Making EVM Work
Earned Value Management is a tried-and-tested way to measure project performance. It’s robust, data-driven and highly respected as an approach for understanding how the work is going. However, as with all approaches, there are some things you should be aware of before you start using it.
All systems have their limitations, and EVM is no different. The main three challenges for teams new to earned value are:
- It doesn’t measure customer satisfaction
- The numbers can lack context and don’t show the whole story
- You need reliable data.
In fact, it doesn’t matter if you are new to EVM or have been using it for a while – these are the limitations you will come across! Let’s look at those in a bit more detail.
It doesn’t measure customer satisfaction
More and more projects are being done in complex environments with a wide range of stakeholders. EVM is great at measuring project schedule and budget progress and you’ll get accurate figures for those measures.
It won’t, however, give you any sense for whether the work is being done in a way that builds a successful partnership with the client. Customer satisfaction – and quality generally – is not taken into account. You’ll need to find other ways to make sure quality targets are met and that you are developing good working relationships with stakeholders at all levels.
One way to make sure that you are seeing the bigger picture is to gain EVM system certification. It might seem strange that we are recommending getting your system certified as a way of dealing with the issue of delivering a quality result but we promise it makes sense! When you’ve got a whole infrastructure set up and full understanding across the organization, the team knows what EVM can offer and what its limitations are.
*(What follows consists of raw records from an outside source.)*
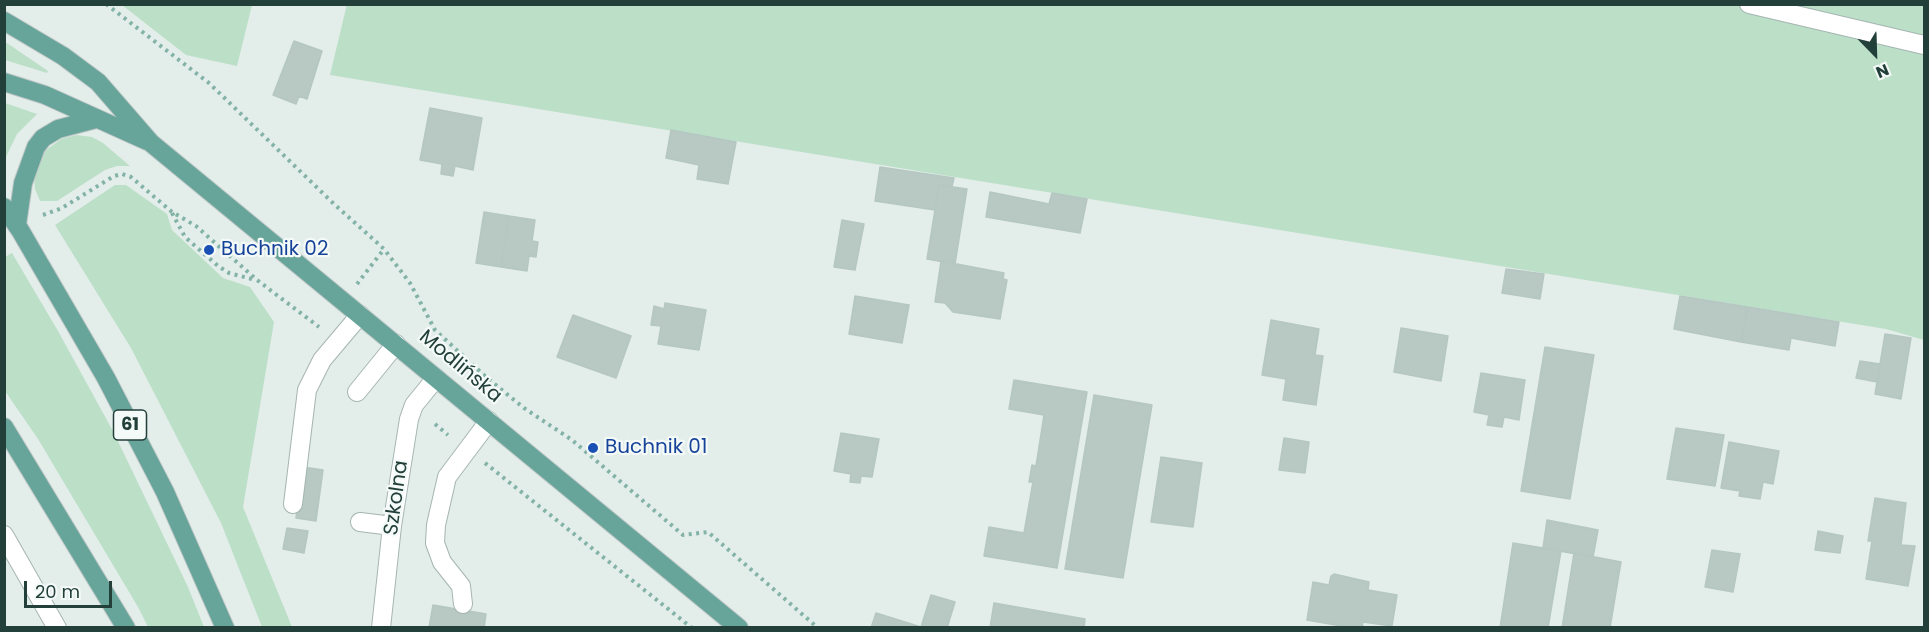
<!DOCTYPE html>
<html>
<head>
<meta charset="utf-8">
<style>
	body { margin:0 }
	#map { position:relative; width:1929px; height:632px; overflow:hidden; background:#e3edea; font-family:Poppins,sans-serif }
	canvas { display:block }
	.frame { position:absolute; inset:0; border:6px solid #223f3a; pointer-events:none }
	.north { position:absolute; left:1845px; top:24px; width:60px; height:60px; -webkit-text-stroke:4px #f4faf7; paint-order:stroke; rotate:157deg; font-size:16px; font-weight:700; line-height:24px; text-align:center; color:#223f3a }
	.north::after { content:''; display:block; margin:auto; width:21px; height:27px; background:#223f3a; clip-path:polygon(50% 0,100% 100%,50% 72%,0 100%) }
	.scale { position:absolute; left:24px; top:581px; width:88px; height:27px; box-sizing:border-box; border:3px solid #223f3a; border-top:0; padding-left:8px; font-size:18px; line-height:21px; white-space:nowrap; color:#223f3a; -webkit-text-stroke:4px #f4faf7; paint-order:stroke }
</style>
</head>
<body>
<div id="map">
<canvas width="1929" height="632"></canvas>
<div class="frame"></div>
<div class="north">N</div>
<div class="scale">20 m</div>
</div>
<script>
const ctx = document.querySelector('canvas').getContext('2d');
ctx.lineJoin = 'round';
function paint(path, color) { ctx.fillStyle = color; ctx.fill(path, 'evenodd'); }
const shape = rows => new Path2D(rows.map(r => 'M' + r).join(''));
function strokePath(path, color, width, dash) { ctx.strokeStyle = color; ctx.lineWidth = width; ctx.lineCap = dash ? 'butt' : 'round'; ctx.setLineDash(dash || []); ctx.stroke(path); }
function label(font, color, halo, rows, align = 'center') {
  ctx.font = font + ' Poppins,sans-serif'; ctx.lineWidth = 4.5; ctx.setLineDash([]); ctx.textBaseline = 'middle'; ctx.strokeStyle = halo; ctx.fillStyle = color; for (const [text, x, y, turn = 0] of rows) {
    ctx.save(); ctx.translate(x, y); ctx.rotate((+turn || 0) * Math.PI / 180); ctx.textAlign = isNaN(turn) ? turn : align; if (halo) ctx.strokeText(text, 0, 0); ctx.fillText(text, 0, 0); ctx.restore();
  }
}
const green = shape([
	[347,4,1924,5,1924,340,1886,329,330,75],
	[122,5,252,5,237,66,186,55],
	[4,41,48,71,47,73,5,60],
	[5,103,37,114,17,134,5,159],
	[76,135,92,137,103,143,130,166,117,166,105,170,57,201,40,201,35,189,34,177,41,158,45,151,61,139],
	[115,185,126,185,167,214,172,230,223,278,250,287,274,322,243,507,292,627,262,627,221,523,131,348,55,225],
	[12,253,58,331,114,433,188,587,204,627,148,627,138,607,38,439,5,391,5,257]
]);
const building = shape([
	[294,41,322,51,307,99,299,96,296,104,273,95,294,41],
	[430,108,482,118,473,170,455,166,453,176,441,174,442,164,420,160,430,108],
	[671,130,736,142,728,184,697,179,699,165,666,158,671,130],
	[880,167,954,178,952,186,939,185,935,210,875,201,880,167],
	[939,185,967,189,955,264,927,259,939,185],
	[990,192,1049,204,1052,193,1087,199,1080,233,986,217,990,192],
	[484,212,509,216,501,267,476,263,484,212],
	[509,216,535,220,532,241,538,242,536,257,529,256,527,271,501,267,509,216],
	[842,220,864,224,855,270,834,267,842,220],
	[941,261,1004,273,1003,279,1007,280,1000,319,953,312,945,303,935,302,941,261],
	[1506,269,1544,274,1540,299,1502,293,1506,269],
	[855,296,909,305,902,343,849,334,855,296],
	[1680,296,1748,307,1741,342,1674,329,1680,296],
	[665,303,706,310,699,350,658,344,661,326,651,325,654,306,664,309,665,303],
	[1748,307,1839,322,1835,346,1791,338,1789,350,1741,342,1748,307],
	[573,315,631,336,616,378,557,357,573,315],
	[1271,320,1319,329,1315,355,1323,356,1316,405,1283,400,1286,379,1262,375,1271,320],
	[1401,328,1448,336,1441,381,1394,372,1401,328],
	[1885,334,1911,338,1901,399,1875,394,1885,334],
	[1545,347,1594,355,1570,499,1521,491,1545,347],
	[1860,361,1880,364,1877,382,1856,378,1860,361],
	[1481,373,1525,380,1519,420,1504,417,1502,427,1487,425,1489,415,1474,412,1481,373],
	[1014,380,1087,392,1057,568,984,556,989,527,1024,533,1033,482,1029,482,1032,465,1036,466,1044,415,1009,409,1014,380],
	[1094,395,1152,405,1123,578,1065,569,1094,395],
	[1676,428,1724,435,1715,486,1667,479,1676,428],
	[841,433,879,439,872,477,861,476,860,483,850,482,851,474,834,471,841,433],
	[1284,438,1309,442,1305,473,1279,470,1284,438],
	[1729,442,1779,451,1773,484,1763,482,1760,499,1739,496,1740,491,1721,488,1729,442],
	[1161,457,1202,463,1193,527,1151,522,1161,457],
	[303,467,323,470,316,521,296,518,303,467],
	[1875,498,1906,503,1901,545,1915,546,1908,586,1866,579,1872,541,1868,541,1875,498],
	[1547,520,1598,530,1593,557,1543,548,1547,520],
	[287,528,308,531,304,553,283,549,287,528],
	[1818,531,1843,536,1840,553,1815,550,1818,531],
	[1513,543,1561,551,1548,628,1500,628,1513,543],
	[1712,550,1740,554,1733,592,1705,587,1712,550],
	[1574,553,1621,562,1610,628,1562,628,1574,553],
	[1334,574,1369,582,1368,590,1397,595,1392,626,1363,622,1362,628,1353,628,1307,620,1313,582,1329,585,1331,576,1334,574],
	[931,595,955,602,947,628,871,628,876,613,921,627,931,595],
	[994,603,1085,619,1084,628,990,628,994,603],
	[433,605,486,614,484,628,429,628,433,605]
]);
const path = shape([
	[106,4,209,83,334,204,384,249,410,283,435,330,486,377,524,408,572,440,683,535,708,532,818,628],
	[172,213,185,237,218,266,229,273,256,280],
	[43,215,62,208,114,176,122,174,131,177,172,212,196,226,257,280,319,327],
	[357,284,384,249],
	[435,424,448,435],
	[485,463,692,628]
]);
const minor = shape([
	[1749,4,1924,45],
	[357,392,396,344],
	[293,504,307,390,322,360,360,315],
	[360,522,392,526],
	[4,535,57,628],
	[463,604,461,586,442,562,435,543,436,525,447,477,489,421],
	[381,628,392,526,409,419,414,405,436,378]
]);
const major = shape([
	[4,21,63,56,98,82,151,143,739,628],
	[4,82,45,95,147,141],
	[4,207,20,230,106,378,165,492,225,628],
	[17,225,23,183,36,147,43,138,58,129,96,119],
	[4,427,126,628]
]);
const markers = [
	[209,250,6,"#1a4fb4"],
	[593,448,6,"#1a4fb4"]
];
const shields = [
	[130,425,33]
];
const shieldNames = [
	["61",130,425]
];
const transitNames = [
	["Buchnik 02",221,250],
	["Buchnik 01",605,448]
];
const streetNames = [
	["Modlińska",460,367,40],
	["Szkolna",397,498,-82]
];
paint(green, '#bcdfc8');
paint(building, '#b8c8c3');
strokePath(building, '#b5c7c2', 1.5);
strokePath(minor, '#a5b5b2', 20);
strokePath(major, '#c1c9c8', 20);
strokePath(path, '#83b2a7', 4, [3, 4.5]);
strokePath(minor, '#fff', 18);
strokePath(major, '#67a49a', 18);
for (const [x, y, r, color] of markers) { const dot = new Path2D(); dot.arc(x, y, r, 0, 2 * Math.PI); ctx.fillStyle = color; ctx.fill(dot); strokePath(dot, '#f4faf7', 2); }
for (const [x, y, w] of shields) { const box = new Path2D(); box.roundRect(x - w / 2, y - 15, w, 30, 4.5); ctx.fillStyle = '#f4faf7'; ctx.fill(box); strokePath(box, '#223f3a', 1.5); }
label('bold 18px', '#223f3a', null, shieldNames);
label('20px', '#164399', '#f4faf7', transitNames, 'left');
label('20px', '#223f3a', '#f4faf7', streetNames);
</script>
</body>
</html>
As a result, the team uses EVM for the right reasons, and continues to use excellent project management practices in other areas to deliver a quality result.
The numbers aren’t the whole story
Many people love EVM because it’s a data-driven way of displaying project progress, totally removed from the guesswork and emotion of reporting status. There’s no worry about the project team ‘massaging’ the report and inflating progress measures because a successful earned value management system draws on the underlying figures to present an unbiased picture. There are no raised eyebrows when someone reports a task as 80% complete – for the third week in a row – because the data tells the story.
Having said that, the numbers alone don’t show the whole story. You need some narrative and context to explain what the EVM report means, especially if your audience is people who are new to earned value or who have not seen the report before.
EVM doesn’t judge: your numbers can be interpreted as ahead or behind schedule, but being behind doesn’t always equal ‘bad’. There could be many reasons why the figures are reported as they are, so you’ll have to use your professional judgement to add a layer of interpretation for those who need it.
You need reliable data
Earned value calculations rely on data, and if your numbers are not accurate, your EVM metrics won’t be either. Unfortunately, some people will interpret the metrics as fact even if they have been calculated with unreliable data.
This is often the biggest challenge for organizations starting to use earned value in earnest. The quality of the underlying data needs to be robust enough and timely enough to produce useful EV calculations.
That can be a big mindset shift – and behavior shift – for the project team. They’ll have to start reporting progress in real time and putting more effort into planning in advance to create accurate baselines.
In addition, fast-moving projects can mean that the EVM numbers become out of date quickly. Even if you do have accurate data, getting them into the system and using the information becomes a challenge if the figures become irrelevant fast. As the main purpose of EVM reporting is to spot trends and act on them before they become a problem, it is a big issue to be working from outdated reports. That turns your EVM data into a historical record of project performance rather than a useful management tool.
Robust reporting tools will help you create the environment for success by making sure you have the systems in place set up to give you accurate data in a timely way.
Making EVM Work
As with any approach or business tool, EVM comes with caveats. They don’t stop you using it, and we would argue that understanding the limitations of the system means you can get better use out it. When you know what EVM can do for you, you can use it in an appropriate and effective way to support project delivery. Making EVM work is not as hard as most folks think!